Алексей, слегка ошарашенный моей открытостью, сдержанно молчал, изредка отвечая на мои вопросы: я узнал о его младшей сестре, с которой ему приходилось водиться, или что у него в первой четверти тройка по алгебре (мы посмеялись по поводу финансово-экономического факультета) и что книга в газетной обложке – это учебник английского языка (он всерьёз готовился к международным спортивным турнирам). Мы даже с жаром поспорили, стоит ли разрешать сноуборд на одной трассе с горными лыжами из-за его разрушительного действия на снежный покров (в то время сноуборд, которым я грезил, ещё не включили в олимпийскую программу).
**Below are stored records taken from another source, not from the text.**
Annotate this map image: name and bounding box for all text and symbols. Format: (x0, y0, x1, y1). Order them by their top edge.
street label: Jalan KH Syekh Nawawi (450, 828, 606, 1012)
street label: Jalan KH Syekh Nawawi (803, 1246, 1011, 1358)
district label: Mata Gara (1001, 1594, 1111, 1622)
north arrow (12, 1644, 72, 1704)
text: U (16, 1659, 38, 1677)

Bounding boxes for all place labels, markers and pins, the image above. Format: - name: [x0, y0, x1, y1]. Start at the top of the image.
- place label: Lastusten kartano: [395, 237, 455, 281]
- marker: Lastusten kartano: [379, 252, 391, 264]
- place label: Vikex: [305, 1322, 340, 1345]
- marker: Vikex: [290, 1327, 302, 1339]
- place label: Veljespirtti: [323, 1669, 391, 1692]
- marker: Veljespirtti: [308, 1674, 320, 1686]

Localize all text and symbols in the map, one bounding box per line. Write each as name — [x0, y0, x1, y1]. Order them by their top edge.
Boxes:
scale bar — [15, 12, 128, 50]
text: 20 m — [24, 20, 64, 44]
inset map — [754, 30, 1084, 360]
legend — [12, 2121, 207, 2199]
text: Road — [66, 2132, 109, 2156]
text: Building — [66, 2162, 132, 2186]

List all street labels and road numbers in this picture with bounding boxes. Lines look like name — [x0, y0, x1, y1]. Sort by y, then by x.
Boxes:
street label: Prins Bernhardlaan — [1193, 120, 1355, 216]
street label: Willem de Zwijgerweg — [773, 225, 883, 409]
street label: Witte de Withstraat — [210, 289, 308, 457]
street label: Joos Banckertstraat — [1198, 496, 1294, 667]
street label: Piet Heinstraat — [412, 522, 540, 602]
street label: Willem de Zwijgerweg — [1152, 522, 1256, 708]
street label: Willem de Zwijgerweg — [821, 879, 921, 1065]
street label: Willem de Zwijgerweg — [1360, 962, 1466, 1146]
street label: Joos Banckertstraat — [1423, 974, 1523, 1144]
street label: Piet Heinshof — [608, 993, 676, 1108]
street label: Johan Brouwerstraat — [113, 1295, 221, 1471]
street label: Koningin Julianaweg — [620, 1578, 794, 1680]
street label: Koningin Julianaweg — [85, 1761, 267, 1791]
За этой приятельской болтовнёй нас застал тренер, который, видимо, собирался отчитать своих подопечных за конфликт на лыжне и не до конца убранный снег, но, увидев, что мы помирились, покачал головой и с усмешкой проговорил:
– Марш в душ и отдыхать! И чтоб больше такого не было.
На улице стемнело. Мы пошли по переходу в другой корпус переодеться, и в комнате, обнаружив сохнувшие на веревке полотенца и майки ребят, я осознал, что все уже помылись после тренировки и нам с Алексеем предстояло очутиться в душевой вместе.
Взбудораженный, я медленно спускался вниз по лестнице в конце длинного коридора на цокольный этаж, где размещалась душевая, намеренно отодвигая во времени момент, когда мне придется раздеться в его присутствии. Нет, я не комплексовал по поводу своего тела: спортивная фигура досталась мне от природы и стала только лучше благодаря ежедневным тренировкам. Тревожило, что возбуждение, которое во мне вызывал этот парень, выйдет из-под контроля, – от мысли, что я увижу его обнажённым, меня пробивала дрожь.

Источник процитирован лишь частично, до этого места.